A period piece (I think) set at the death of the Progressive movement, Cryptozoo opens with two hippies on a camping trip, stumbling across Jurassic Park in their post-coital haze. Naked, they venture into this gated Eden to find…a unicorn! Alas, terrible things happen! And then we go to heroic Lauren Gray (voice of Lake Bell), a super special agent or something who has made it her life’s work to protect cryptids, because one of them, a Baku, ate all of her nightmares when she was a child. Good so far? It’s not good. There’s an organization led by Joan (Grace Zabriskie), who partners Lauren with winsome Gorgon Phoebe (Angeliki Papoulia), who wears contacts to prevent her from petrifying men and also tranquillizes the snakes in her hair. Look, it doesn’t matter. There’s an evil hunter, Nicholas (Thomas Jay Ryan), who wants to exploit the cryptids; the U.S. Shadow government’s intentions to weaponize them; the irony of the good guys wanting to put these things in zoos to protect them but Capitalism, man, Capitalism…man. Lauren and Joan and Phoebe jet around the globe, do some emotional groundwork on a thing that soldiers beat for having a face on its torso, and then somewhere along the way the last Tengu takes a bullet to the chest.

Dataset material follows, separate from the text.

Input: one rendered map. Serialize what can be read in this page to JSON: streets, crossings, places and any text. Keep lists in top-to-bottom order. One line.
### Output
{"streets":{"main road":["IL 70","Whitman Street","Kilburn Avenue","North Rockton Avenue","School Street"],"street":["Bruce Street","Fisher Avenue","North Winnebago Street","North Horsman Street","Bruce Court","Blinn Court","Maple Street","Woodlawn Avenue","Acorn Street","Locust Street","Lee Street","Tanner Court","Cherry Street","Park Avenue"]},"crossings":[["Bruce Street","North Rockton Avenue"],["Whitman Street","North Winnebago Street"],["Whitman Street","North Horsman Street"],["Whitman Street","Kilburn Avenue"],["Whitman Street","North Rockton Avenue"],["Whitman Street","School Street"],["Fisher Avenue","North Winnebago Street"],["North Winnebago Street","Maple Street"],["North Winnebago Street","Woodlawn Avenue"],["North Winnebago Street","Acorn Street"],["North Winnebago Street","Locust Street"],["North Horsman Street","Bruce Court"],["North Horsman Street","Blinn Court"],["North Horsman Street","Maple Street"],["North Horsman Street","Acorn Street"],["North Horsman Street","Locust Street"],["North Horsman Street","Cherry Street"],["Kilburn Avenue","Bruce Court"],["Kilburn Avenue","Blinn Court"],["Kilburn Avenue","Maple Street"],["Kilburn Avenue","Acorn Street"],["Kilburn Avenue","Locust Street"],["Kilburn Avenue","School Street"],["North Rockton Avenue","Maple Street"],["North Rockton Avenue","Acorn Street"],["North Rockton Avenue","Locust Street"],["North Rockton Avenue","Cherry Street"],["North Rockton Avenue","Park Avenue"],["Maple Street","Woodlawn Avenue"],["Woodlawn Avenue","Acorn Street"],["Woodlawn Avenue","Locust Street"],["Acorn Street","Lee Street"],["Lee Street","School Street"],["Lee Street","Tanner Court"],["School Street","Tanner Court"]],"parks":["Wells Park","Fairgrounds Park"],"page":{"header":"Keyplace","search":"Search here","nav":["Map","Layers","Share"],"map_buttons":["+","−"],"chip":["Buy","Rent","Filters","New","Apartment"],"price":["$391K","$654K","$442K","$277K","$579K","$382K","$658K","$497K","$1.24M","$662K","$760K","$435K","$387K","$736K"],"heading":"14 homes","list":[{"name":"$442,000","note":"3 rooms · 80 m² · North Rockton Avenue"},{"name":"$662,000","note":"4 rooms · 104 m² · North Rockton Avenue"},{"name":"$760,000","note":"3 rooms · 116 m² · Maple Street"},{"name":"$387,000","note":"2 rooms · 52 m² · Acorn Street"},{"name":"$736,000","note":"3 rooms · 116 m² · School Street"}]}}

If this description reminds you of Rankin & Bass’ The Last Unicorn, you’re sort of on the right track, but The Last Unicorn is perverse in a useful way, whereas Cryptozoo is perverse in a “far out, man!” way. The picture goes through roll calls of these things, and then it either murders them or it doesn’t. There’s a stampede of centaur, there’s a merman sighting, and through it all is the sense that I would probably really dig this if I took ‘shrooms or something, but then again the bar for what I might like while chemically altered is so low why even offer it? If I were in a coma, I would sit right through this without complaint. Got it. Cryptozoo exists at that delicate crossroads between arrogant and obnoxious where freshman cosmology majors tend to hang out, free-climbing the outside of the dorm and doing slackrope in the park. Anyway, Lauren realizes in the end that the enemy is Man and becomes a vet, which is also the fate for most of us who started out thinking we were going to change the world and ended up cashing a weekly paycheck signed by the same world. I don’t think Cryptozoo is stupid, in other words, though I do think it’s intolerable. Violence Voyager, on the other hand: you should check that out.